● Activity:
Search the records for "length". Report every line where it occurs.

● The records:
━━━

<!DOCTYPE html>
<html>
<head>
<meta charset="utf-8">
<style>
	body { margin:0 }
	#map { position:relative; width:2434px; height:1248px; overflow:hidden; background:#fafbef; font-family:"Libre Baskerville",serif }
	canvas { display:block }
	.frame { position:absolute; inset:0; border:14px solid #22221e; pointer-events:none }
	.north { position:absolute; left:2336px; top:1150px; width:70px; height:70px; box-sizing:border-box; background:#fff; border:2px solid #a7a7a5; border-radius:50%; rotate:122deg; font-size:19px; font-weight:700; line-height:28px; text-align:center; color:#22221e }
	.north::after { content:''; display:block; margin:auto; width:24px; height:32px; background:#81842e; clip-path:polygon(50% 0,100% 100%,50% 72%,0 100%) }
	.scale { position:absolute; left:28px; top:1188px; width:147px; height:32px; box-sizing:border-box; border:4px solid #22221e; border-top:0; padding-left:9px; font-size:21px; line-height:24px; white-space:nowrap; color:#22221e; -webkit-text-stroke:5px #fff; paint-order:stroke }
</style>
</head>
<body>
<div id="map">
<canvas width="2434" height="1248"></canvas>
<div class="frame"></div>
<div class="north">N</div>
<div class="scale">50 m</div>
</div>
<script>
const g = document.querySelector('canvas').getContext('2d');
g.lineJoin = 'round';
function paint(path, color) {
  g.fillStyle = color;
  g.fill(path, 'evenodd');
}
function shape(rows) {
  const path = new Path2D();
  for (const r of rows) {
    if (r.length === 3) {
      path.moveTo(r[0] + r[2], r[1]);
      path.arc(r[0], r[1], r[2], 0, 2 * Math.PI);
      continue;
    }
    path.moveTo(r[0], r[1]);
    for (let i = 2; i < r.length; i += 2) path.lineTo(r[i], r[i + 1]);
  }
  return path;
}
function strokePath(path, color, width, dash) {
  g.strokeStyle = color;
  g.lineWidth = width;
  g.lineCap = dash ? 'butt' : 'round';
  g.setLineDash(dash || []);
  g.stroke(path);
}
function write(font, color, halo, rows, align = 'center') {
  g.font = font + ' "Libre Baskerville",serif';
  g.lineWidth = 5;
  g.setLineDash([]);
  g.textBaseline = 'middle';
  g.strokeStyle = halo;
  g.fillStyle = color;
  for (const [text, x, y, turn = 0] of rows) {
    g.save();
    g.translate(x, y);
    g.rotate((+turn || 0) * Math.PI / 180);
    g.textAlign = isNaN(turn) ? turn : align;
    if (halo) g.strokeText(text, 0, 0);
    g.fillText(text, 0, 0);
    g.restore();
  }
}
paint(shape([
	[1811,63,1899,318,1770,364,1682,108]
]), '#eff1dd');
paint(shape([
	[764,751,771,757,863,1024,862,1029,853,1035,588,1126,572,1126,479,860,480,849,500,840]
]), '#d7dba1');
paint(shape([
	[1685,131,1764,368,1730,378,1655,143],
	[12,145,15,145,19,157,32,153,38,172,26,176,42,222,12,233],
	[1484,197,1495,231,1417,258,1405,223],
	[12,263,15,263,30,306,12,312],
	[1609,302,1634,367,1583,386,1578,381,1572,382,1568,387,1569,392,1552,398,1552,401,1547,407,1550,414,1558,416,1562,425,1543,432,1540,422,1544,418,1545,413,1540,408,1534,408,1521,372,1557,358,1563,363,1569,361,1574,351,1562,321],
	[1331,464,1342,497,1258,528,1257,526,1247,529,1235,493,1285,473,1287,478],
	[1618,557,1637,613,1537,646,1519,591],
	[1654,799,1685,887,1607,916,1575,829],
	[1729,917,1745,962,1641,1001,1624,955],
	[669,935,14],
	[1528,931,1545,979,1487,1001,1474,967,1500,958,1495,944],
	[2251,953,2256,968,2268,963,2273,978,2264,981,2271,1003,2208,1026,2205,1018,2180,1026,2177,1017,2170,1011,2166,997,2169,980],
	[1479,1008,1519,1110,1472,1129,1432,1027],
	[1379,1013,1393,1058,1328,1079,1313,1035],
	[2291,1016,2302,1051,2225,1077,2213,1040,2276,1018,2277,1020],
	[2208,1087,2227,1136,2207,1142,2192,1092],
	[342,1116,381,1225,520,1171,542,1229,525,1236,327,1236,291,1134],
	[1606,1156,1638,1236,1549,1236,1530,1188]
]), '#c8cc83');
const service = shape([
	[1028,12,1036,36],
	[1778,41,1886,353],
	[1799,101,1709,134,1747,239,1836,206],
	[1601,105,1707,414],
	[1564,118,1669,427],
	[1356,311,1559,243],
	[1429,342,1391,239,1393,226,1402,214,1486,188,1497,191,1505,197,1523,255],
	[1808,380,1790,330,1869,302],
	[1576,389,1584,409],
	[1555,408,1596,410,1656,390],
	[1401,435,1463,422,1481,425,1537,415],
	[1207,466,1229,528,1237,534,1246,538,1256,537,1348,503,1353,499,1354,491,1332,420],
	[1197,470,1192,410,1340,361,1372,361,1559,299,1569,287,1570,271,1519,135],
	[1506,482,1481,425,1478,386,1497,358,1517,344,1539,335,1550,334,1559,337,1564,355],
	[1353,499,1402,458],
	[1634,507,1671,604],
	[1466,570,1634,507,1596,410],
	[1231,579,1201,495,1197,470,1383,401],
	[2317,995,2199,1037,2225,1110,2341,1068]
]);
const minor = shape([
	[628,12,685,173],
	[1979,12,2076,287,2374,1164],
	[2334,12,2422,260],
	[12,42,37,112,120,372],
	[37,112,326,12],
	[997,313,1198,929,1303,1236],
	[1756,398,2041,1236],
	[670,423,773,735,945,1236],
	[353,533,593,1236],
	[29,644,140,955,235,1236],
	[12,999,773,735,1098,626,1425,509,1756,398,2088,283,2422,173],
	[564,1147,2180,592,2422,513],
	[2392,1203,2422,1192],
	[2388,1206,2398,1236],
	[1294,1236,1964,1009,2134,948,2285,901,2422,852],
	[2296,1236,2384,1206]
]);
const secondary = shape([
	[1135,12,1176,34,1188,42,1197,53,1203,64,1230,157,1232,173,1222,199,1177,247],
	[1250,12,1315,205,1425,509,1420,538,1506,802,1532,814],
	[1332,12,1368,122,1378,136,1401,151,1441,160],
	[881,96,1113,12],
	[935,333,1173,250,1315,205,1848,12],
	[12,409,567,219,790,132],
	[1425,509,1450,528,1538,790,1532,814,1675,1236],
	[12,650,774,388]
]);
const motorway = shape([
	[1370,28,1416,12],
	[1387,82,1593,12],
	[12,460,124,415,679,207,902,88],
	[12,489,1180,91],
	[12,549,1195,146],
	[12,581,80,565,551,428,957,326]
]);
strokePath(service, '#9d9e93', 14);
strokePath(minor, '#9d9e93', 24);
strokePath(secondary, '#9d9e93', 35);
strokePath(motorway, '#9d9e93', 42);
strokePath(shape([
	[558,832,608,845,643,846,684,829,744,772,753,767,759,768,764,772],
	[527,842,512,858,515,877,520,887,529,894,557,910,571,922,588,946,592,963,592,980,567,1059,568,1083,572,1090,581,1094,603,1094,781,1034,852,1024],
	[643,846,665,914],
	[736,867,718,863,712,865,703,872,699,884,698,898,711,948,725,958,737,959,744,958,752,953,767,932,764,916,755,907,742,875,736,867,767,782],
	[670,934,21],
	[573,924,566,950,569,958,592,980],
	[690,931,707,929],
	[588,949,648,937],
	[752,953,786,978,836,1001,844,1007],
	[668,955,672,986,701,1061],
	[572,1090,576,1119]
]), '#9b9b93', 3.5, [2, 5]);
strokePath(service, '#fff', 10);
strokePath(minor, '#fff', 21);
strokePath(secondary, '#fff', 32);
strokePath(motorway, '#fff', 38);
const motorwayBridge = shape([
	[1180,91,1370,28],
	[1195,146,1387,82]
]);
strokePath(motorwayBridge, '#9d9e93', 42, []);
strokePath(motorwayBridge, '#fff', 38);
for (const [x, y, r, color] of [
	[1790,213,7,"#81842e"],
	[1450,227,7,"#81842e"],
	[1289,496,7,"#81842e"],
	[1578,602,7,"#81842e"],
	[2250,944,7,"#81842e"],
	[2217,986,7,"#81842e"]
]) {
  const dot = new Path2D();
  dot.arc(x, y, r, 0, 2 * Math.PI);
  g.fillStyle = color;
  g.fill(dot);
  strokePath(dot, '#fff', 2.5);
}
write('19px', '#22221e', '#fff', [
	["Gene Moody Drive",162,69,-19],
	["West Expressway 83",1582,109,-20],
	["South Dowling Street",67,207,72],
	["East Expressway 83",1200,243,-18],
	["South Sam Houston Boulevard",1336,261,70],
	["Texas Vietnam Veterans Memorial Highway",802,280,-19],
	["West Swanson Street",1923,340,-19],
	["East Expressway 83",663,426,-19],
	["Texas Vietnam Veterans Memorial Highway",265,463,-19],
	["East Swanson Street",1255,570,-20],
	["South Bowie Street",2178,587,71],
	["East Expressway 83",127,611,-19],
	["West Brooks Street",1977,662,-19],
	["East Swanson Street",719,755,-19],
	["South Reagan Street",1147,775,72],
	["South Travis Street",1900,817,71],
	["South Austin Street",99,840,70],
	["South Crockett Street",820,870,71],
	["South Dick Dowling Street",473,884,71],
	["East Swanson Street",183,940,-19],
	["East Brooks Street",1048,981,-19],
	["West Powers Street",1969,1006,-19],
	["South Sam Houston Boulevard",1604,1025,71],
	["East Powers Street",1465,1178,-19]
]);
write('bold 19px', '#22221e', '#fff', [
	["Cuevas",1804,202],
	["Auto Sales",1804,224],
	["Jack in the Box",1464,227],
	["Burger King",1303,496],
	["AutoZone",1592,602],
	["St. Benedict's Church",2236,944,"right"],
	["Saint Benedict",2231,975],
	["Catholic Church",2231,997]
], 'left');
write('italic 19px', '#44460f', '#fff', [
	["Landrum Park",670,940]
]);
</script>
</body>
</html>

━━━

● The answer:
    if (r.length === 3) {
    for (let i = 2; i < r.length; i += 2) path.lineTo(r[i], r[i + 1]);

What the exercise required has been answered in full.